People generally think and type much faster than they speak so probably not. Plus, no matter how robust speech to text becomes it still struggles with names and slang.
The average typing WPM isn't comparable to the average typing WPM someone has while working on say, an essay. Just like how the average speaking WPM isn't comparable to the same. Even more when what's being written has to be more proper than spoken language, where grammatical errors, broken sentences or stuttering etc is completely normal and easy to ignore.
We've had fairly robust speech to text for a few years now and the only places its seen real penetration in is basic personal assistant stuff involving short and simple queries, so I find it hard to imagine that anyone thinks that speech can replace keyboards as an input method.

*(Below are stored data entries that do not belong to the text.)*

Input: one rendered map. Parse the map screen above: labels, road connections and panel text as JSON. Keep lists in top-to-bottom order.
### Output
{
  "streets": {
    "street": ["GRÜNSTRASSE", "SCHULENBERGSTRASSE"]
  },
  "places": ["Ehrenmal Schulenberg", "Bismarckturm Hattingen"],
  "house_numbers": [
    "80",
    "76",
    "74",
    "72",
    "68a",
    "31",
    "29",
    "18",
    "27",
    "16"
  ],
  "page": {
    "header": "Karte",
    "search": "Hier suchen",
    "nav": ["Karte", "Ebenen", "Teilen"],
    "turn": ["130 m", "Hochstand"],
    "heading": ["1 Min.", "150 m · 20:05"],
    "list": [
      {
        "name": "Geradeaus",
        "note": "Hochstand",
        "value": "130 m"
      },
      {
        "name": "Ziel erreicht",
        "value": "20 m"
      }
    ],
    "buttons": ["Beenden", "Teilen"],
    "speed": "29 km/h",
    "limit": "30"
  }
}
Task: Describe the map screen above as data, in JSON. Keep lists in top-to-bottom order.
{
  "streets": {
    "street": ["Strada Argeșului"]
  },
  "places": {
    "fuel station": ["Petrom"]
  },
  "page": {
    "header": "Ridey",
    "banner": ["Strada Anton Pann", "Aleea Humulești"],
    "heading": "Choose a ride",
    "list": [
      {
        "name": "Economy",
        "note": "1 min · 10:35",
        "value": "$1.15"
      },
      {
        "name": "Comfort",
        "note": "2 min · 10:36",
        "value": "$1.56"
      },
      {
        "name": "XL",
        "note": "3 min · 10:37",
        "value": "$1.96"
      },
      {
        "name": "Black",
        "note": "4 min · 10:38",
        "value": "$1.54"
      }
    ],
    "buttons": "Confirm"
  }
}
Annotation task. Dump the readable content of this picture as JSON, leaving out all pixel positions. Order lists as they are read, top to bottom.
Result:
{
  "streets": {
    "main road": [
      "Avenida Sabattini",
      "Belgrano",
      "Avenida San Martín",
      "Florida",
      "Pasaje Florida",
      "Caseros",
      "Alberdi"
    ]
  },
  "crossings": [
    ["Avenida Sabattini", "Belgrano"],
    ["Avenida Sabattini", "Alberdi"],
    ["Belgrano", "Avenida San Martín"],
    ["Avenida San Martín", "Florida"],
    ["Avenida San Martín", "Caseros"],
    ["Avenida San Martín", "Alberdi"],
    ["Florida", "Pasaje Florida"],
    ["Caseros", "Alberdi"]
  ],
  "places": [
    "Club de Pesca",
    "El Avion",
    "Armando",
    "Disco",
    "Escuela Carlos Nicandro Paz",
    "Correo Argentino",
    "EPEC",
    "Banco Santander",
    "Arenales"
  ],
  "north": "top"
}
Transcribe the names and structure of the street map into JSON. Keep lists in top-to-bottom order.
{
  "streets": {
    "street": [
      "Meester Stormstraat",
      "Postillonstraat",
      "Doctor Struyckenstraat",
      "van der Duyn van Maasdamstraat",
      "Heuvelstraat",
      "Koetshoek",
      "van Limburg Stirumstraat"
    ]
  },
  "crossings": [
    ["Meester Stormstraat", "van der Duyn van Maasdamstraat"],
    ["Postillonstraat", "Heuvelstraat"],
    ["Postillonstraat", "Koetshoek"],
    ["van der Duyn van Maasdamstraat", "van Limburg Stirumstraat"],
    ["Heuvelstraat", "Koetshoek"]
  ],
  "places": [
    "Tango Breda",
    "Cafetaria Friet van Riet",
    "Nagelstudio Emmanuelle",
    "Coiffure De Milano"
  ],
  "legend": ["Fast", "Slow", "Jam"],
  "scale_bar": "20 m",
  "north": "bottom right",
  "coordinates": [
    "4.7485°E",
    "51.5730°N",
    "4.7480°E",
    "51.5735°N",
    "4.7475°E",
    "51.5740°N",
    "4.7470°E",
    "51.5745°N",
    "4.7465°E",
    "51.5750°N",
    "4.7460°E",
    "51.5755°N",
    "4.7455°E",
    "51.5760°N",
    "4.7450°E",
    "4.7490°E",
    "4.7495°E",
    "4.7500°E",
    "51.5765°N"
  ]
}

Even with people I know who've tried to switch to using speech to text due to injuries, it's been a nightmare because there are no easy ways to use it for anything that isn't plain format-less dictionary language. For casual communication it sucks because people use a lot of slang, often even slang exclusive to their friend group, and for serious communication it doesn't work because "delete last word" or "cut sentence X and paste here" is objectively not as convenient/fast for say, the average western highschool student as doing the same via keyboard.
Not even considering how unrealistic it is to edit/format text via speech.
As a way to reason about this, look at some code (assuming you're a programmer) and try to think of how you would input it without a keyboard.
The main issue with speech to text is that it is not private, and that it pollutes the environment with noise. How would speech-to-text work for a college student making notes in a lecture for instance?
The only place it works is if you have your own private office (e.g. doctors dictating their notes), or at home.